Jauhkanlah segala kekeliruan dan
tetapkanlah dalam keistiqomahan,,,,,,,,
Dan diri ini sangat memohon, Ya
Rabb
jagalah hati orang tua yang telah
menjaga dan memelihara diri ini dengan penuh kasih sayang dan tempatkanlah
mereka disebaik- baiknya tempat yaitu surga-Mu yang mengalir sungai di bawahnya
serta pertemukanlah kami di sana layaknya penghuni surga.
Di mana kehidupan dunia yang penuh
gemerlap kebahagiaan sungguh menggoyah keimanan.

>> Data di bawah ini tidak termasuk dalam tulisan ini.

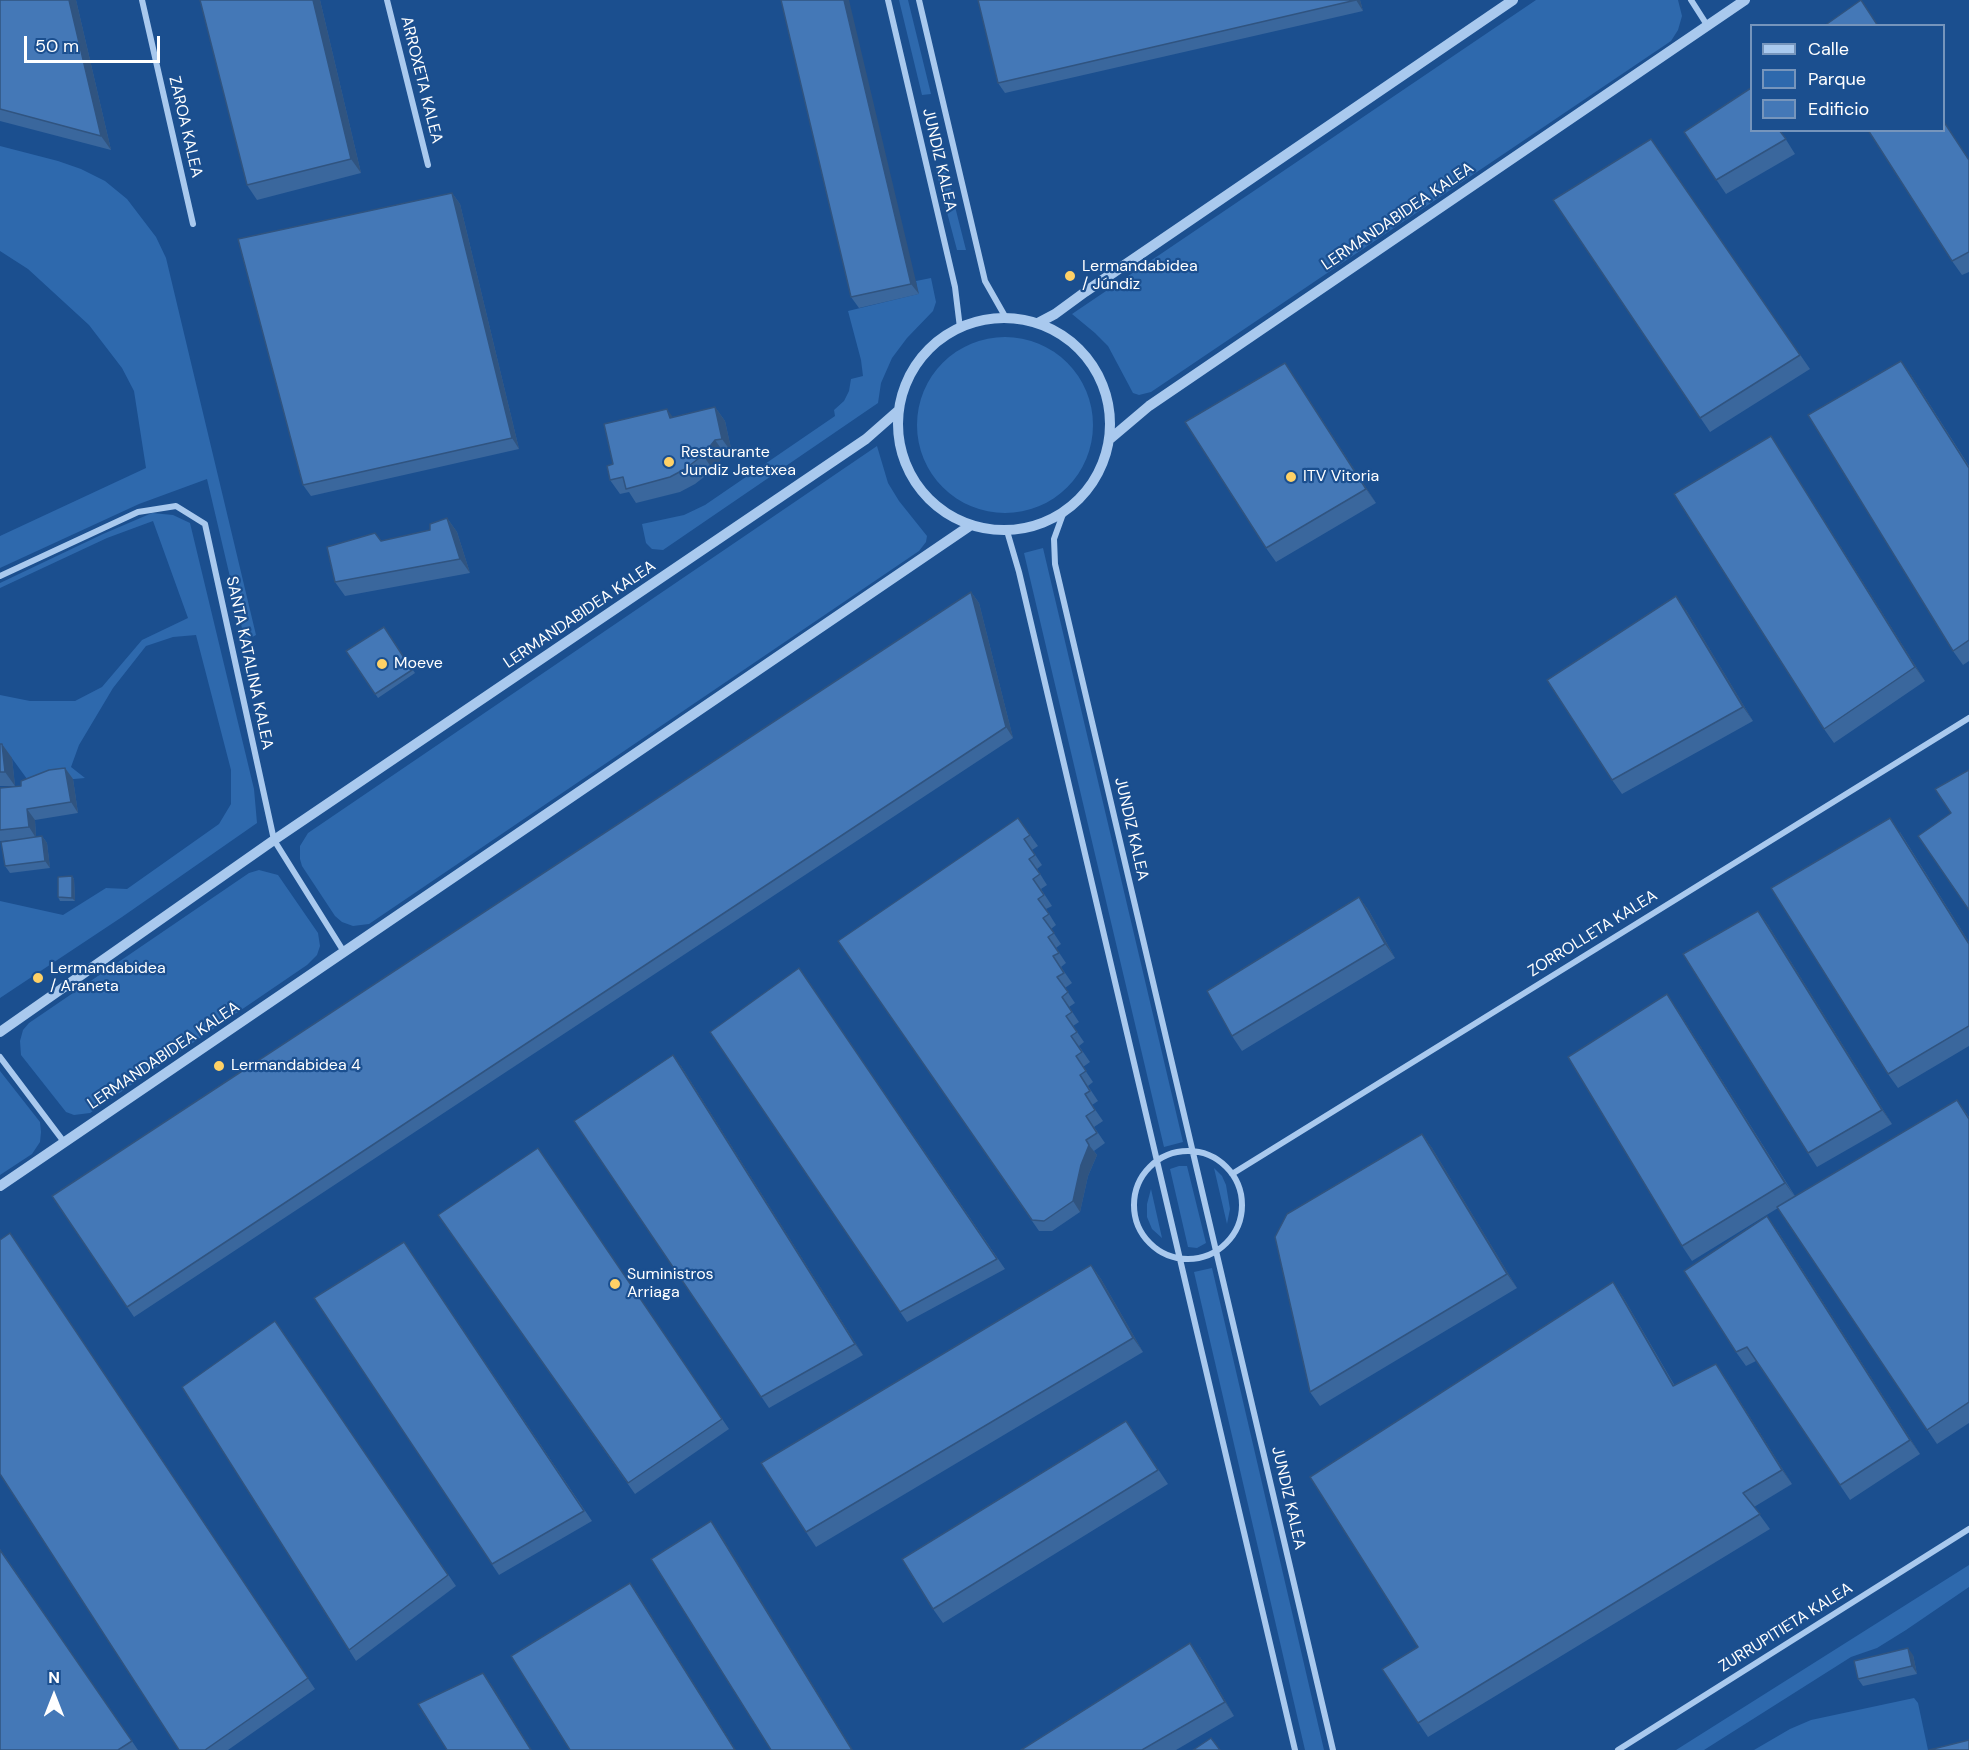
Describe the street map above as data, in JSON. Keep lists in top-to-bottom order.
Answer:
{
  "streets": {
    "street": [
      "ARROXETA KALEA",
      "ZAROA KALEA",
      "JUNDIZ KALEA",
      "LERMANDABIDEA KALEA",
      "SANTA KATALINA KALEA",
      "ZORROLLETA KALEA",
      "ZURRUPITIETA KALEA"
    ]
  },
  "crossings": [
    ["JUNDIZ KALEA", "LERMANDABIDEA KALEA"],
    ["LERMANDABIDEA KALEA", "SANTA KATALINA KALEA"]
  ],
  "places": [
    "Lermandabidea / Júndiz",
    "Restaurante Jundiz Jatetxea",
    "ITV Vitoria",
    "Moeve",
    "Lermandabidea / Araneta",
    "Lermandabidea 4",
    "Suministros Arriaga"
  ],
  "legend": ["Calle", "Parque", "Edificio"],
  "scale_bar": "50 m",
  "north": "top"
}
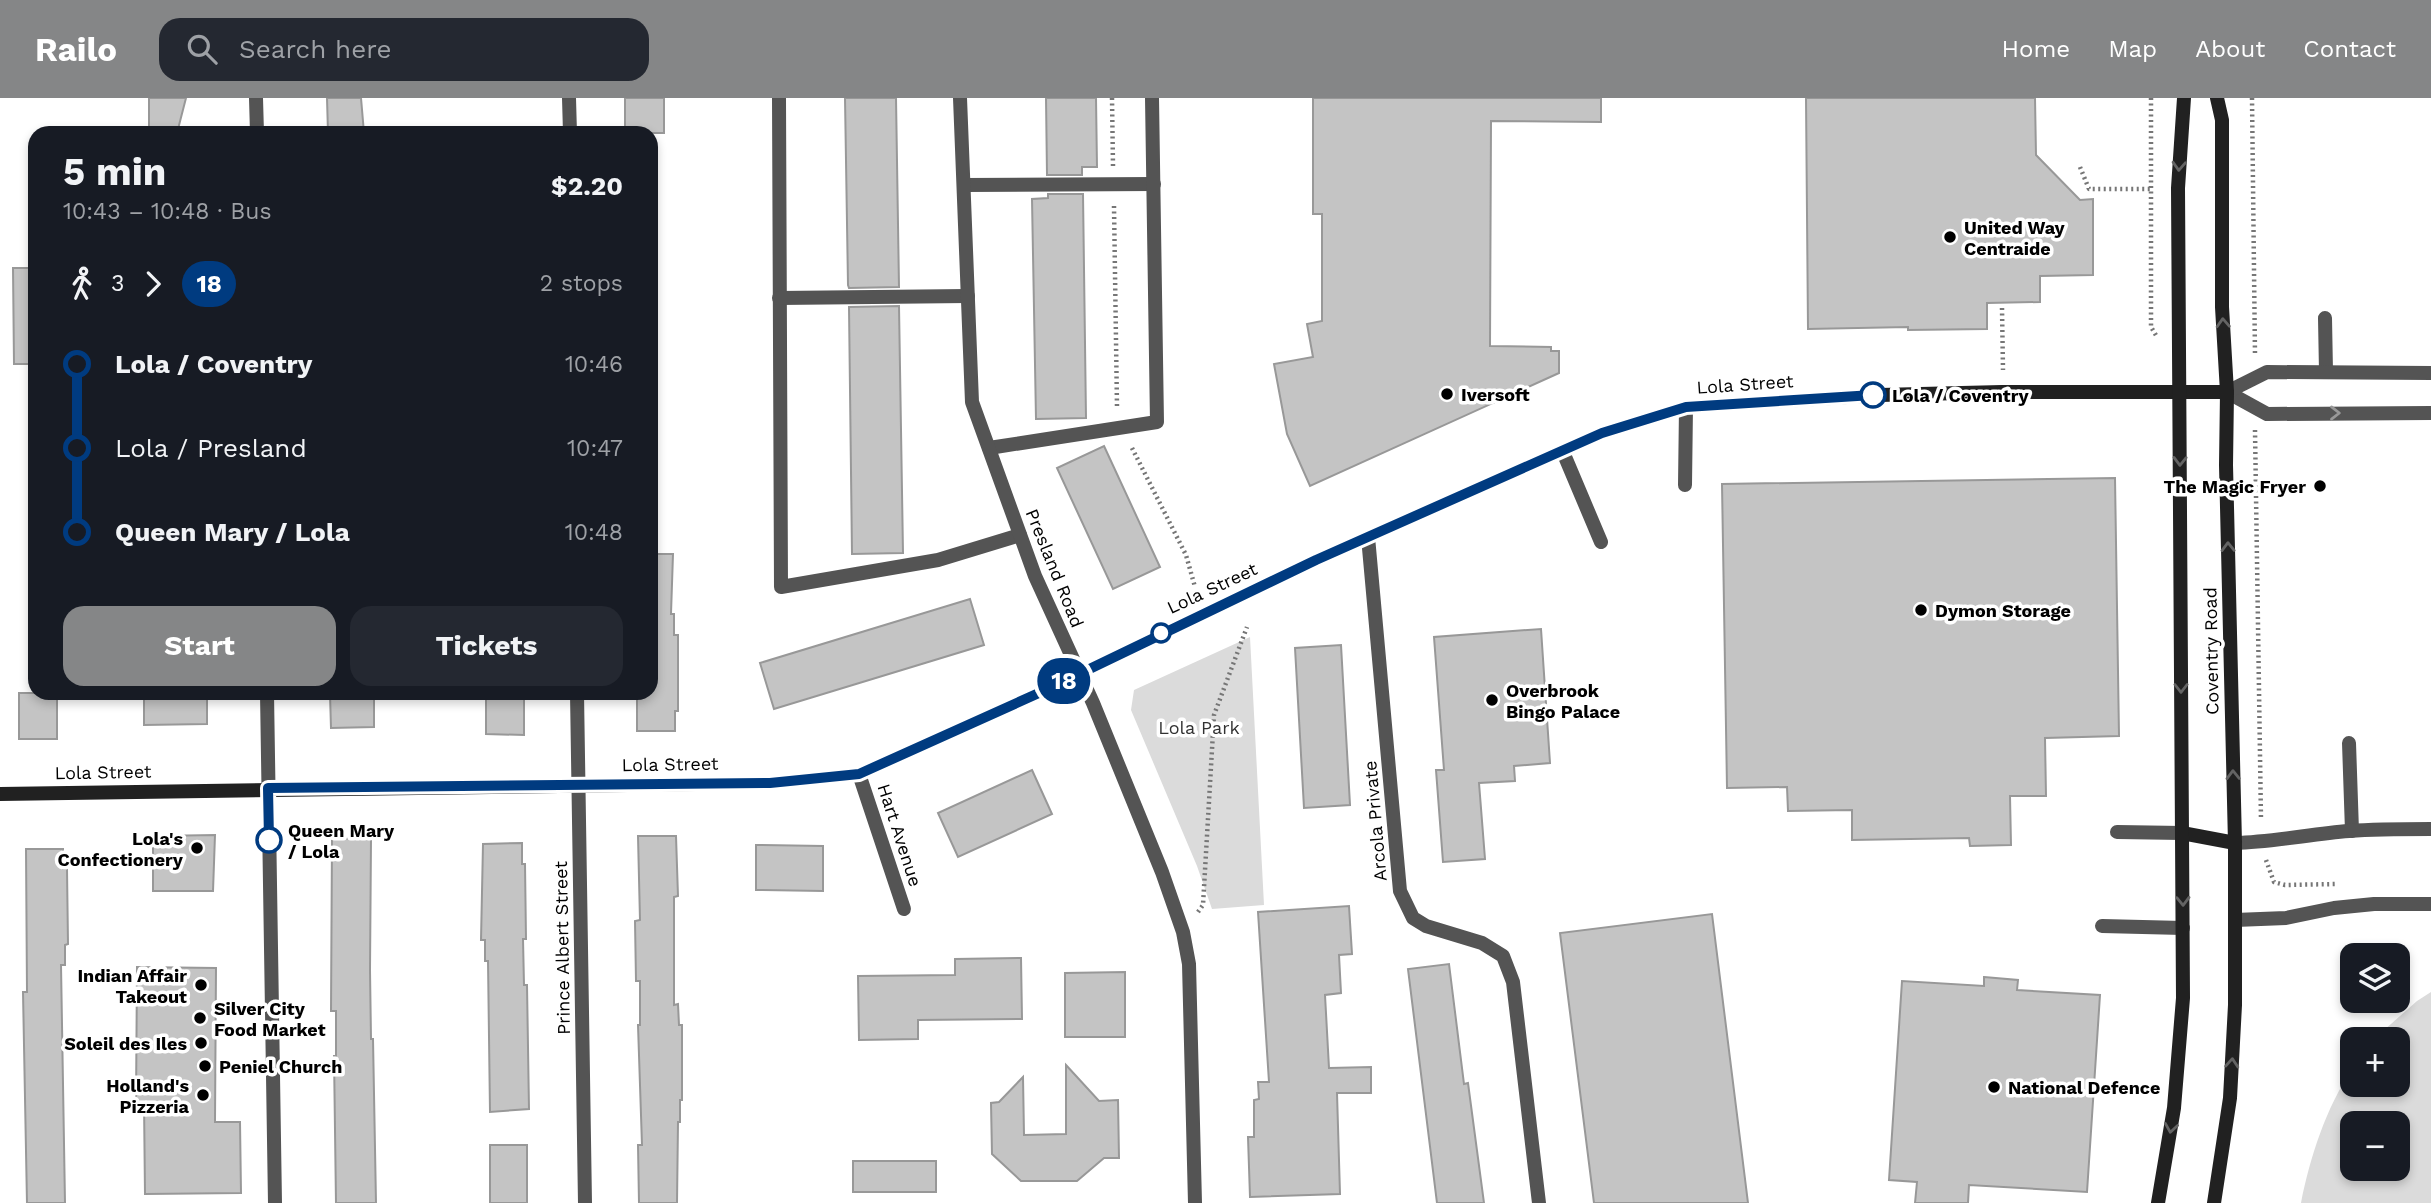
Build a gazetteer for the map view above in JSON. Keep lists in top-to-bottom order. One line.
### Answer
{"streets":{"street":["Lola Street","Presland Road","Coventry Road","Arcola Private","Hart Avenue","Prince Albert Street"]},"crossings":[["Lola Street","Presland Road"],["Lola Street","Coventry Road"],["Lola Street","Arcola Private"],["Lola Street","Hart Avenue"],["Lola Street","Prince Albert Street"]],"parks":["Lola Park"],"places":["United Way Centraide","Iversoft","Lola / Coventry","The Magic Fryer","Dymon Storage","Overbrook Bingo Palace","Queen Mary / Lola","Lola's Confectionery","Indian Affair Takeout","Silver City Food Market","Soleil des Iles","Peniel Church","National Defence","Holland's Pizzeria"],"lines":["bus line 18"],"page":{"header":"Railo","search":"Search here","nav":["Home","Map","About","Contact"],"on_map":"18","heading":["5 min","10:43 – 10:48 · Bus","$2.20"],"legs":["3","18","2 stops"],"list":[{"name":"Lola / Coventry","value":"10:46"},{"name":"Lola / Presland","value":"10:47"},{"name":"Queen Mary / Lola","value":"10:48"}],"buttons":["Start","Tickets"],"map_buttons":["+","−"]}}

Karena itu, tunjukilah kami jalan
yang lurus yaitu jalan yang Engkau rahmati,,,
Bukan jalan orang- orang yang
Engkau murkai,,,,,,,,
Wasalallaahumma ‘ala
syaidinaa Muhammad
wa ‘alaa aalihi wa shohbihi wa sallim.
Aamiin ya rabbal
‘aalamiin….
Tanpa
tersadari hujan hati bergelimang dan membasahi pipi Ana. Seusai ia sholat
tahajud seraya berdo’a dengan penuh kekhusyu’an, ia pun membaca al- qura’an
yang mana itu merupakan sahabatnya yang selalu menerangi tiap langkahnya.
Tiada terasa,
pengumuman kelulusan SMA pun akan segera dipublikasikan esok hari. Perasaan
yang penuh harapan mengalir di jiwa. Dengan seketika, jantung pun berdetak
kencang hingga membuat aliran darah berdesir- desir. Seusai bersiap- siap, Ana
pun segera berangkat ke sekolah meskipun perasaan penasaran mengarungi jiwa.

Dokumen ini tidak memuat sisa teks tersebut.